Other cars started announcing their arrival on the scene. Over the radio traffic I heard that EMS had arrived and was taking a male to the trauma center at Metro. My FTO told me to tell radio we’d follow the bus to the hospital.
We get to the hospital and he tells me to jump in and help the medics. I wasn’t sure what that meant, so I held the doors for them and helped them move the gurney. They had that plastic respirator thing that you have to squeeze by hand over his mouth. His eyes were open and rolled into the back of his head, and he was covered in blood.
They wheeled him into the trauma room and started cutting off his clothes. My FTO grabbed me and said “As soon as they get his clothes off, jump in and get whatever he has in his pockets; ID, phone, whatever.” I put on some surgical gloves and tried to stay out of the way. Dozens of med students started filing into the room, and the doctor in charge began narrating his actions.
They finally got his clothes cut off, so I jumped in and searched his pockets: a State ID, a lighter, and a couple of dollars. I left the room and went out to watch through the window, and I copied his information down on my run sheet. I looked back through the window and watched as the doctor cut open his chest and started doing whatever the hell they do inside a chest cavity. I heard him say that the male appears to have been shot five times. I looked on in morbid curiosity. I couldn’t believe what I saw. The guy’s scrotum was twice the size of a grapefruit. Apparently one of the shots severed his aorta; my best assumption is that the blood drained into his balls.
All the doctors seemed so nonchalant about the whole thing. Once in a while the doctor would make some kind of medical joke and all of his lackeys would chuckle. I must have looked a little perturbed; one of the nurses came up to me and said it was a teaching hospital, and that this guy had no chance of living. The doctor was trying to show them what to do in the future; they were basically using him for practice. He then looked at me and said “You’ll get used to it.”
The kid’s family and friends started showing up in the waiting room. They were hysterical; wailing, screaming, dropping to their knees and yelling obscenities. The kid’s mother was led to a room to be interviewed; the doctors wanted to sew the kid up before they let her see him. The kid’s best friend, who witnessed the shooting, went with her. A homicide detective showed up, so I led her to the room and just listened. It turns out that the mother had lost another child a few years earlier in another homicide. The detective remembered the names; she had worked the previous homicide too. The kid’s best friend rambled on and on, almost unintelligibly, about how some argument started, how some guys started shooting, how this kid had been his best friend since they were kids… I couldn’t understand anything else he said, he was sobbing too hard.
We got all the information we needed and started to leave. The kid’s father showed up, he already knew his son was dead. I shook his hand and expressed my sympathy. He was calm, resolute. He just shook his head.
We got back in our zone car, and my FTO asked if I needed help writing the report. I told him I thought I was fine. I asked him if this stuff ever bothers him. He said “Nope. I just pretend it never happened, like it happened to characters on a TV show. Don’t take this stuff home with you… you got to remember this happened to someone else, not you. You got to just pretend it never really happened.”

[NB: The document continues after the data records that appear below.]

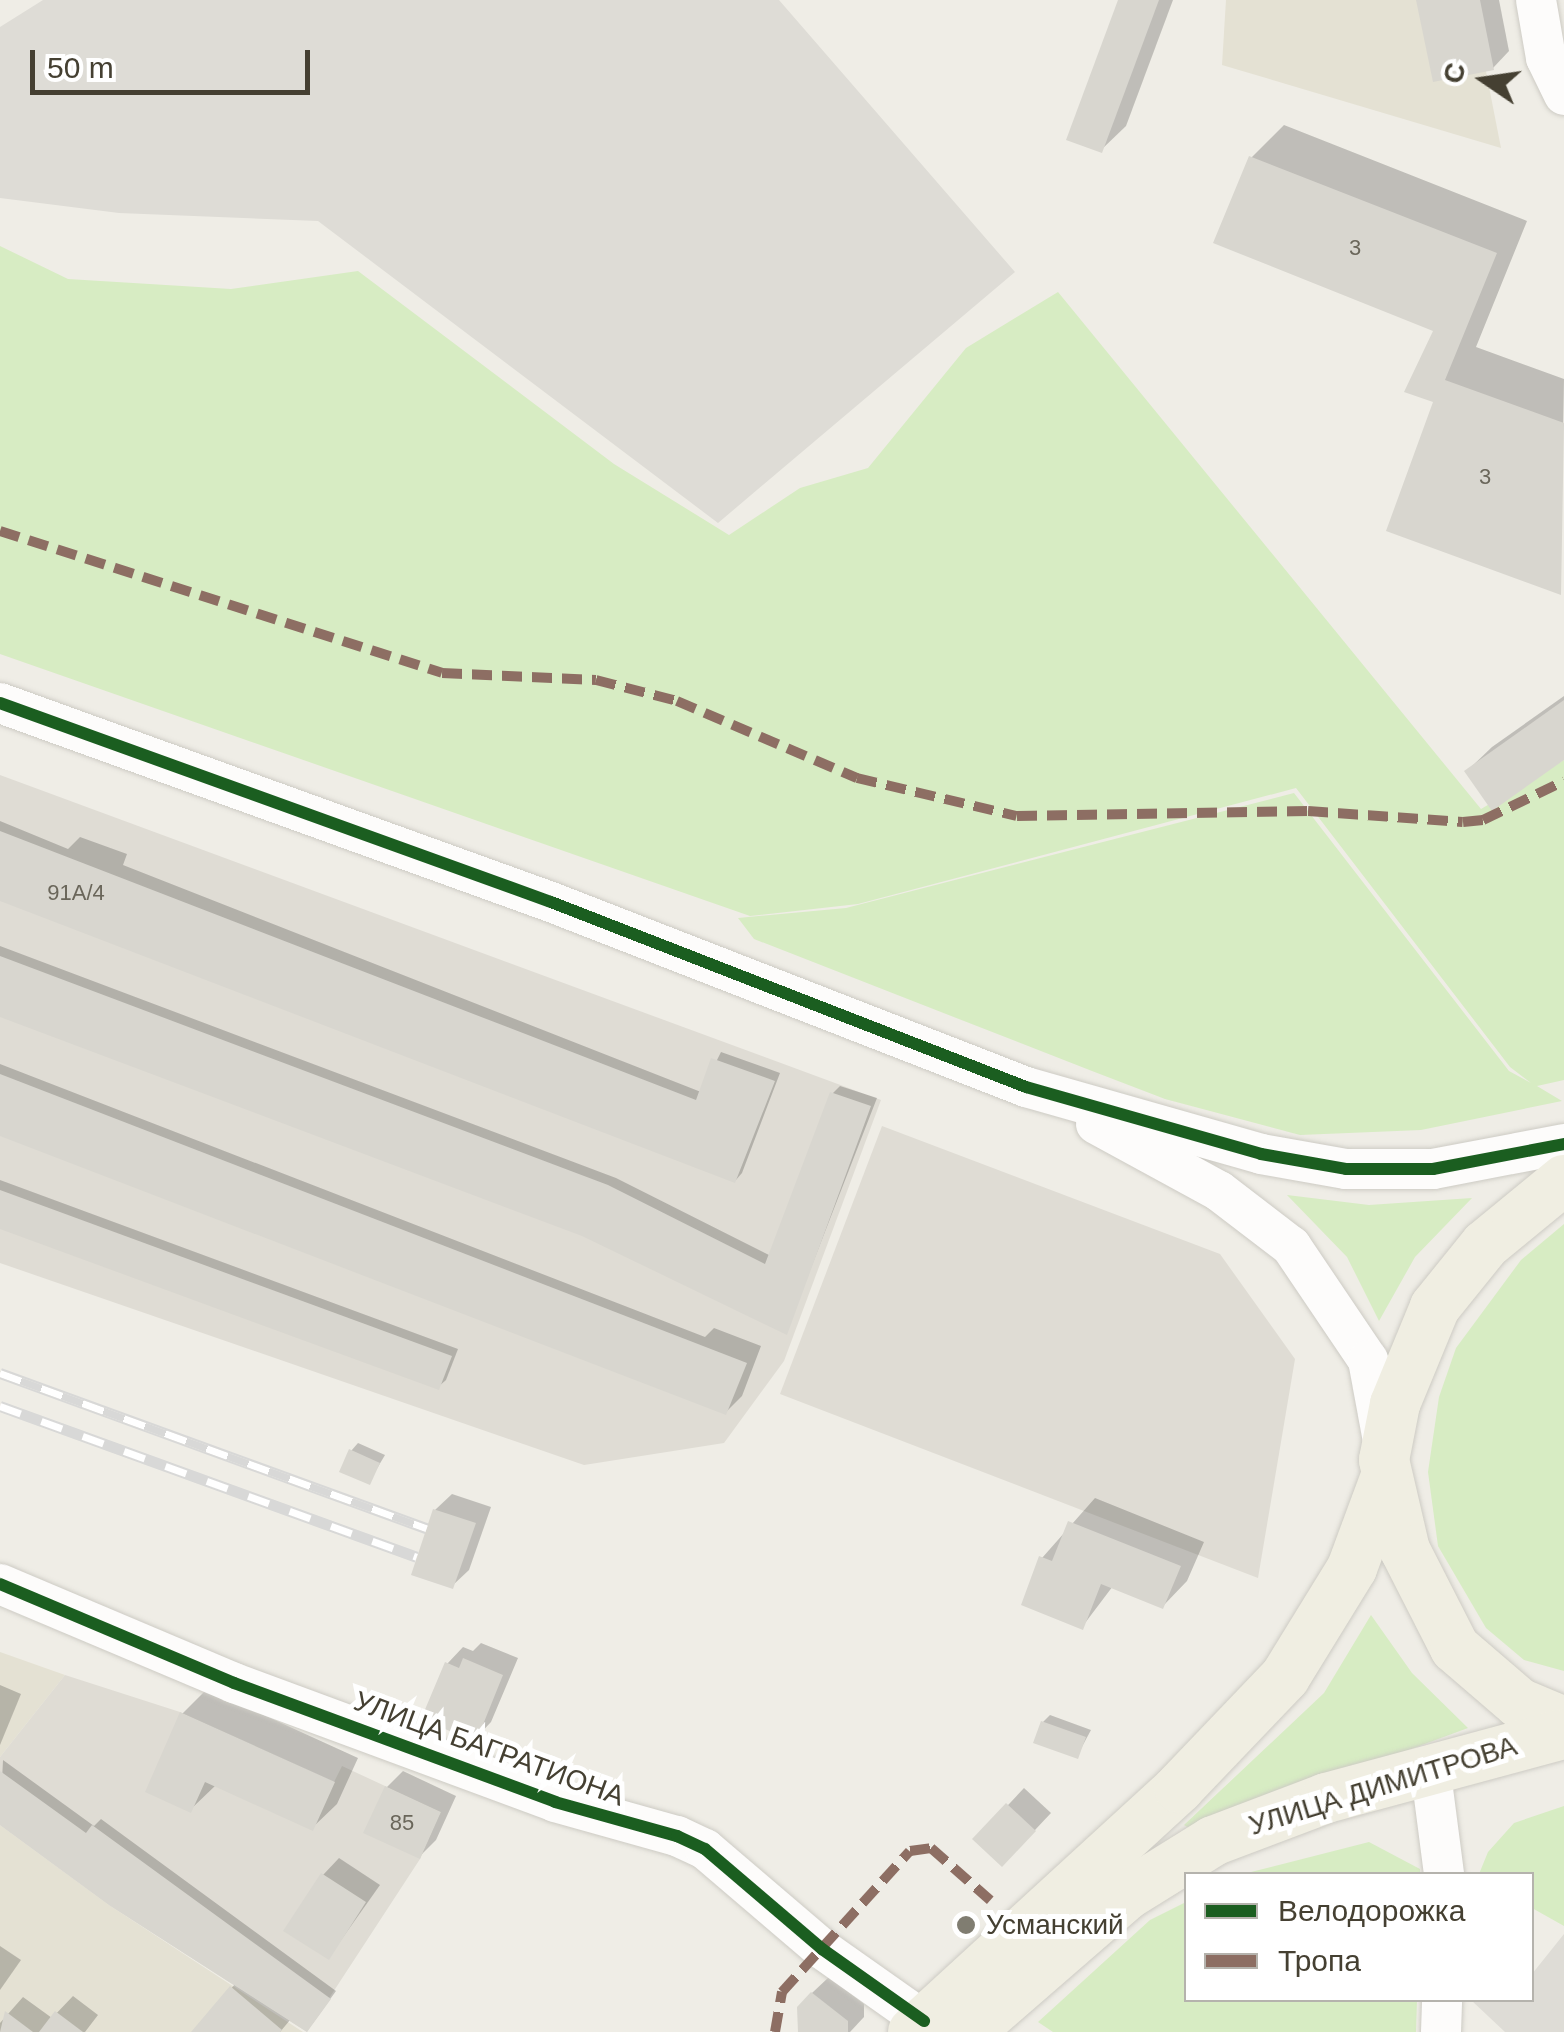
<!DOCTYPE html>
<html>
<head>
<meta charset="utf-8">
<style>
	body { margin:0 }
	#map { position:relative; width:1564px; height:2032px; overflow:hidden; background:#efede6; font-family:Arial,sans-serif }
	div>[style] { position:absolute }
	[style*='--x'] { left:calc(var(--x)*1px); top:calc(var(--y)*1px); width:calc(var(--w)*1px); rotate:calc(var(--a)*1deg) }
	.residential>* { inset:0; background:#e4e1d3 }
	.industrial>* { inset:0; background:#dfdcd4 }
	.green>* { inset:0; background:#d7ecc3 }
	.parking>* { inset:0; background:#dedcd6 }
	.shadow>* { inset:0; background:#0003 }
	.building>* { inset:0; background:#d8d6cf }
	.roads { filter:drop-shadow(0 0 2px #cdcbc4) drop-shadow(0 0 2px #cdcbc4) }
	.minor>* { height:40px; margin:-20px; padding:0 20px; transform-origin:20px; border-radius:20px; background:#fdfcfb }
	.major>* { height:50px; margin:-25px; padding:0 25px; transform-origin:25px; border-radius:25px; background:#f0eee2 }
	.rail>* { height:11px; margin-top:-5.5px; transform-origin:0; background:repeating-linear-gradient(90deg,#fff 0 22px,#d8d8d7 0 44px); box-sizing:border-box; border-block:2px solid #d8d8d7 }
	.quiet>* { height:10px; margin-top:-5px; transform-origin:0; background:repeating-linear-gradient(90deg,#8d6e63 0 20px,transparent 0 30px) }
	.cycleway>* { height:12px; margin:-6px; padding:0 6px; transform-origin:6px; border-radius:6px; background:#1b5e20 }
	.dots>* { width:28px; height:28px; translate:-50% -50%; box-sizing:border-box; border:5px solid #fff; border-radius:50% }
	span { translate:-50% -50%; white-space:nowrap; text-align:center; line-height:1.15; -webkit-text-stroke:10px #fff; paint-order:stroke }
	.number-label { font-size:22px; color:#6a665a }
	.number-label span { -webkit-text-stroke-width:0 }
	.street-label { font-size:28px; color:#454032 }
	.poi-label { font-size:28px; color:#454032 }
	.left { translate:0 -50%; text-align:left }
	.legend { position:absolute; left:1184px; top:1872px; width:350px; height:130px; box-sizing:border-box; background:#fff; border:2px solid #b5b3ad; margin:0; padding:12px 18px; list-style:none; font-size:30px; color:#454032 }
	.legend li { display:flex; align-items:center; gap:20px; height:50px }
	.legend b { width:50px; border:2px solid #b5b3ad }
	.north { position:absolute; left:1434px; top:30px; width:100px; height:100px; -webkit-text-stroke:8px #fff; paint-order:stroke; rotate:283deg; font-size:28px; font-weight:700; line-height:40px; text-align:center; color:#454032 }
	.north::after { content:''; display:block; margin:auto; width:35px; height:45px; background:#454032; clip-path:polygon(50% 0,100% 100%,50% 72%,0 100%) }
	.scale { position:absolute; left:30px; top:50px; width:280px; height:45px; box-sizing:border-box; border:5px solid #454032; border-top:0; padding-left:12px; font-size:30px; line-height:35px; white-space:nowrap; color:#454032; -webkit-text-stroke:8px #fff; paint-order:stroke }
</style>
</head>
<body>
<div id="map">
	<div class="residential">
		<i style="clip-path:polygon(1226px 0,1472px 0,1501px 148px,1222px 65px)"></i>
		<i style="clip-path:polygon(0 1652px,65px 1675px,0 1757px)"></i>
		<i style="clip-path:polygon(0 1825px,109px 1905px,303px 2032px,0 2032px)"></i>
	</div>
	<div class="industrial">
		<i style="clip-path:polygon(0 775px,881px 1100px,784px 1361px,724px 1443px,584px 1465px,0 1263px)"></i>
		<i style="clip-path:polygon(882px 1126px,1220px 1254px,1295px 1359px,1258px 1578px,780px 1394px)"></i>
		<i style="clip-path:polygon(65px 1675px,180px 1712px,334px 1782px,342px 1766px,441px 1812px,420px 1859px,307px 2032px,109px 1905px,0 1825px,0 1757px)"></i>
	</div>
	<div class="green">
		<i style="clip-path:polygon(0 246px,68px 279px,231px 289px,358px 271px,614px 464px,729px 535px,800px 488px,868px 468px,966px 348px,1058px 292px,1481px 809px,1564px 760px,1564px 1080px,1537px 1086px,1562px 1101px,1421px 1130px,1300px 1135px,1165px 1099px,1092px 1071px,754px 939px,738px 918px,846px 908px,1294px 793px,1509px 1071px,1531px 1083px,1510px 1067px,1296px 788px,858px 904px,750px 916px,0 654px)"></i>
		<i style="clip-path:polygon(1287px 1195px,1369px 1205px,1472px 1198px,1415px 1257px,1379px 1321px,1347px 1257px)"></i>
		<i style="clip-path:polygon(1564px 1224px,1564px 1671px,1524px 1660px,1486px 1628px,1438px 1546px,1428px 1472px,1439px 1397px,1456px 1348px,1521px 1260px)"></i>
		<i style="clip-path:polygon(1371px 1615px,1412px 1673px,1468px 1728px,1192px 1830px,1184px 1825px,1324px 1693px)"></i>
		<i style="clip-path:polygon(1564px 1806px,1564px 1926px,1532px 1908px,1532px 1874px,1479px 1874px,1488px 1852px,1514px 1823px)"></i>
		<i style="clip-path:polygon(1369px 1842px,1420px 1869px,1420px 1874px,1243px 1874px)"></i>
		<i style="clip-path:polygon(1186px 1902px,1186px 2000px,1417px 2000px,1416px 2032px,1053px 2032px,1038px 2022px,1150px 1920px)"></i>
	</div>
	<div class="parking">
		<i style="clip-path:polygon(43px 0,779px 0,1015px 272px,718px 523px,318px 221px,119px 213px,0 198px,0 27px)"></i>
		<i style="clip-path:polygon(1564px 1934px,1564px 2032px,1505px 2032px,1471px 2000px,1532px 2000px,1532px 1974px)"></i>
	</div>
	<div class="shadow">
		<i style="clip-path:polygon(1120px 0,1173px 0,1126px 126px,1101px 150px)"></i>
		<i style="clip-path:polygon(1419px 0,1499px 0,1509px 51px,1493px 68px)"></i>
		<i style="clip-path:polygon(1284px 125px,1527px 221px,1476px 347px,1564px 379px,1560px 592px,1436px 401px,1436px 329px,1251px 158px)"></i>
		<i style="clip-path:polygon(1564px 696px,1564px 756px,1467px 771px,1492px 747px)"></i>
		<i style="clip-path:polygon(0 821px,68px 849px,80px 837px,127px 854px,123px 865px,701px 1092px,721px 1052px,780px 1073px,742px 1173px,735px 1181px,0 898px)"></i>
		<i style="clip-path:polygon(0 946px,616px 1178px,771px 1256px,832px 1094px,840px 1086px,877px 1098px,786px 1332px,583px 1234px,0 1014px)"></i>
		<i style="clip-path:polygon(0 1064px,705px 1337px,714px 1328px,761px 1346px,742px 1396px,726px 1412px,0 1134px)"></i>
		<i style="clip-path:polygon(0 1180px,458px 1349px,446px 1380px,438px 1387px,0 1226px)"></i>
		<i style="clip-path:polygon(358px 1443px,385px 1455px,369px 1482px,351px 1451px)"></i>
		<i style="clip-path:polygon(452px 1494px,491px 1507px,469px 1570px,452px 1586px,435px 1510px)"></i>
		<i style="clip-path:polygon(1095px 1498px,1204px 1542px,1187px 1581px,1163px 1606px,1113px 1586px,1082px 1627px,1042px 1558px)"></i>
		<i style="clip-path:polygon(481px 1643px,518px 1658px,491px 1722px,475px 1739px,447px 1664px,463px 1647px,473px 1651px)"></i>
		<i style="clip-path:polygon(0 1685px,21px 1694px,0 1745px)"></i>
		<i style="clip-path:polygon(207px 1689px,358px 1758px,337px 1804px,312px 1828px,216px 1785px,190px 1810px,182px 1714px)"></i>
		<i style="clip-path:polygon(1050px 1715px,1091px 1730px,1077px 1756px,1043px 1722px)"></i>
		<i style="clip-path:polygon(3px 1760px,94px 1826px,101px 1819px,336px 1991px,313px 2023px,290px 2020px,280px 2032px,194px 2032px,235px 1984px,0 1822px)"></i>
		<i style="clip-path:polygon(403px 1771px,456px 1796px,436px 1840px,420px 1856px,387px 1787px)"></i>
		<i style="clip-path:polygon(1024px 1788px,1051px 1813px,1018px 1848px,976px 1839px)"></i>
		<i style="clip-path:polygon(339px 1858px,380px 1885px,329px 1957px,323px 1875px)"></i>
		<i style="clip-path:polygon(0 1946px,21px 1960px,0 1990px)"></i>
		<i style="clip-path:polygon(829px 1977px,864px 2004px,864px 2017px,850px 2032px,801px 2032px,812px 1993px)"></i>
		<i style="clip-path:polygon(73px 1996px,98px 2015px,85px 2032px,0 2032px,0 2023px,23px 1997px,52px 2018px)"></i>
	</div>
	<div class="building">
		<i style="clip-path:polygon(1118px 0,1159px 0,1102px 153px,1066px 140px)"></i>
		<i style="clip-path:polygon(1416px 0,1480px 0,1494px 70px,1433px 82px)"></i>
		<i style="clip-path:polygon(1249px 156px,1497px 253px,1445px 380px,1564px 423px,1561px 595px,1386px 531px,1433px 402px,1404px 392px,1433px 331px,1213px 243px)"></i>
		<i style="clip-path:polygon(1564px 700px,1564px 760px,1492px 811px,1464px 771px)"></i>
		<i style="clip-path:polygon(0 831px,696px 1100px,711px 1058px,775px 1081px,735px 1183px,0 901px)"></i>
		<i style="clip-path:polygon(0 956px,608px 1185px,765px 1264px,830px 1092px,871px 1106px,787px 1335px,582px 1236px,0 1017px)"></i>
		<i style="clip-path:polygon(0 1074px,747px 1363px,726px 1415px,0 1136px)"></i>
		<i style="clip-path:polygon(0 1190px,452px 1356px,439px 1390px,0 1229px)"></i>
		<i style="clip-path:polygon(349px 1449px,380px 1463px,370px 1485px,339px 1472px)"></i>
		<i style="clip-path:polygon(433px 1509px,476px 1523px,453px 1589px,411px 1575px)"></i>
		<i style="clip-path:polygon(1068px 1521px,1181px 1566px,1163px 1609px,1101px 1584px,1083px 1630px,1021px 1605px,1039px 1556px,1052px 1561px)"></i>
		<i style="clip-path:polygon(463px 1658px,503px 1675px,476px 1742px,421px 1719px,445px 1662px,459px 1668px)"></i>
		<i style="clip-path:polygon(180px 1712px,335px 1782px,313px 1831px,205px 1782px,191px 1813px,145px 1792px)"></i>
		<i style="clip-path:polygon(1041px 1721px,1086px 1737px,1078px 1759px,1033px 1743px)"></i>
		<i style="clip-path:polygon(0 1771px,86px 1833px,92px 1825px,331px 1999px,307px 2032px,109px 1905px,0 1825px)"></i>
		<i style="clip-path:polygon(385px 1786px,441px 1812px,420px 1859px,363px 1833px)"></i>
		<i style="clip-path:polygon(1006px 1803px,1036px 1831px,1002px 1867px,972px 1839px)"></i>
		<i style="clip-path:polygon(321px 1873px,366px 1902px,329px 1960px,283px 1931px)"></i>
		<i style="clip-path:polygon(230px 1986px,282px 2030px,280px 2032px,191px 2032px)"></i>
		<i style="clip-path:polygon(811px 1992px,848px 2021px,848px 2032px,798px 2032px,797px 2007px)"></i>
		<i style="clip-path:polygon(5px 2011px,33px 2032px,0 2032px)"></i>
		<i style="clip-path:polygon(55px 2011px,83px 2032px,39px 2032px)"></i>
	</div>
	<div class="roads">
		<div class="minor">
			<i style="--x:1536;--y:0;--w:59;--a:80.2"></i>
			<i style="--x:1546;--y:58;--w:41;--a:64.1"></i>
			<i style="--x:0;--y:703;--w:586;--a:19.86"></i>
			<i style="--x:551;--y:902;--w:510;--a:21.28"></i>
			<i style="--x:1026;--y:1087;--w:244;--a:15.9"></i>
			<i style="--x:1261;--y:1154;--w:86;--a:10"></i>
			<i style="--x:1346;--y:1169;--w:87;--a:0"></i>
			<i style="--x:1433;--y:1169;--w:133;--a:-10.8"></i>
			<i style="--x:1096;--y:1124;--w:140;--a:28.6"></i>
			<i style="--x:1219;--y:1191;--w:91;--a:37.4"></i>
			<i style="--x:1291;--y:1246;--w:138;--a:56"></i>
			<i style="--x:1368;--y:1360;--w:82;--a:79.5"></i>
			<i style="--x:0;--y:1584;--w:254;--a:22.9"></i>
			<i style="--x:234;--y:1683;--w:342;--a:20.3"></i>
			<i style="--x:555;--y:1802;--w:127;--a:15.6"></i>
			<i style="--x:677;--y:1836;--w:31;--a:25"></i>
			<i style="--x:705;--y:1849;--w:154;--a:40.5"></i>
			<i style="--x:822;--y:1949;--w:125;--a:35.2"></i>
			<i style="--x:1430;--y:1766;--w:109;--a:82.6"></i>
			<i style="--x:1441;--y:2032;--w:32;--a:-88"></i>
		</div>
		<div class="major">
			<i style="--x:1564;--y:1180;--w:102;--a:140.6"></i>
			<i style="--x:1485;--y:1245;--w:80;--a:128.9"></i>
			<i style="--x:1435;--y:1307;--w:105;--a:112.4"></i>
			<i style="--x:1395;--y:1404;--w:57;--a:101.1"></i>
			<i style="--x:1384;--y:1460;--w:92;--a:76.9"></i>
			<i style="--x:1405;--y:1550;--w:110;--a:63"></i>
			<i style="--x:1455;--y:1648;--w:84;--a:40.7"></i>
			<i style="--x:1519;--y:1703;--w:49;--a:22.9"></i>
			<i style="--x:913;--y:2032;--w:361;--a:-42.5"></i>
			<i style="--x:1179;--y:1788;--w:153;--a:-46.3"></i>
			<i style="--x:1285;--y:1677;--w:128;--a:-58.4"></i>
			<i style="--x:1352;--y:1568;--w:95;--a:-69.7"></i>
			<i style="--x:969;--y:2032;--w:211;--a:-41"></i>
			<i style="--x:1128;--y:1894;--w:100;--a:-31.9"></i>
			<i style="--x:1213;--y:1841;--w:121;--a:-20.8"></i>
			<i style="--x:1326;--y:1798;--w:246;--a:-15.1"></i>
		</div>
	</div>
	<div class="rail">
		<i style="--x:0;--y:1373;--w:454;--a:20"></i>
		<i style="--x:0;--y:1406;--w:443;--a:19.9"></i>
	</div>
	<div class="quiet">
		<i style="--x:0;--y:531;--w:464;--a:17.8"></i>
		<i style="--x:442;--y:673;--w:154;--a:2.6"></i>
		<i style="--x:596;--y:680;--w:84;--a:14.5"></i>
		<i style="--x:677;--y:701;--w:196;--a:23.2"></i>
		<i style="--x:857;--y:778;--w:164;--a:13.4"></i>
		<i style="--x:1017;--y:816;--w:291;--a:-1"></i>
		<i style="--x:1308;--y:811;--w:155;--a:4.1"></i>
		<i style="--x:1463;--y:822;--w:20;--a:-6"></i>
		<i style="--x:1483;--y:820;--w:90;--a:-25.7"></i>
		<i style="--x:775;--y:2032;--w:41;--a:-80.1"></i>
		<i style="--x:782;--y:1992;--w:190;--a:-47.8"></i>
		<i style="--x:910;--y:1851;--w:21;--a:-8"></i>
		<i style="--x:931;--y:1848;--w:79;--a:41.4"></i>
	</div>
	<div class="cycleway">
		<i style="--x:0;--y:703;--w:586;--a:19.86"></i>
		<i style="--x:551;--y:902;--w:510;--a:21.28"></i>
		<i style="--x:1026;--y:1087;--w:244;--a:15.9"></i>
		<i style="--x:1261;--y:1154;--w:86;--a:10"></i>
		<i style="--x:1346;--y:1169;--w:87;--a:0"></i>
		<i style="--x:1433;--y:1169;--w:133;--a:-10.8"></i>
		<i style="--x:0;--y:1584;--w:254;--a:22.9"></i>
		<i style="--x:234;--y:1683;--w:342;--a:20.3"></i>
		<i style="--x:555;--y:1802;--w:127;--a:15.6"></i>
		<i style="--x:677;--y:1836;--w:31;--a:25"></i>
		<i style="--x:705;--y:1849;--w:154;--a:40.5"></i>
		<i style="--x:822;--y:1949;--w:125;--a:35.2"></i>
	</div>
	<div class="dots">
		<i style="left:966px;top:1925px;background:#807d71"></i>
	</div>
	<div class="number-label">
		<span style="left:1355px;top:248px">3</span>
		<span style="left:1485px;top:477px">3</span>
		<span style="left:76px;top:893px">91А/4</span>
		<span style="left:402px;top:1823px">85</span>
	</div>
	<div class="street-label">
		<span style="left:489px;top:1749px;rotate:20deg">УЛИЦА БАГРАТИОНА</span>
		<span style="left:1383px;top:1786px;rotate:-17deg">УЛИЦА ДИМИТРОВА</span>
	</div>
	<div class="poi-label">
		<span class="left" style="left:986px;top:1925px">Усманский</span>
	</div>
	<ul class="legend">
	<li><b style="height:12px;background:#1b5e20"></b>Велодорожка</li>
	<li><b style="height:12px;background:#8d6e63"></b>Тропа</li>
	</ul>
	<div class="north">С</div>
	<div class="scale">50 m</div>
</div>
</body>
</html>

I notified radio that we were complete at Metro and that we were en route back to our zone. Radio replied “Adam twenty-five, we have a code-one domestic for you to copy in your patch.”
My FTO looked at me and said “Let’s go.”
“Adam twenty-five to radio, go-ahead with that assignment.”
The intention of this story is not to depict the law enforcement or the medical profession in a negative, insensitive manner. In both of these career choices, dealing with death is an inevitable part of the job. Learning how to deal with death is important. Many outsiders would probably think that a doctor telling a joke or a cop pretending like it happened to fictional characters would be insensitive and crass; I used to think that way too. In reality, it’s all just different forms of defense mechanisms, ways for people like us to accept these tragedies and move on with our work. How do you deal with it?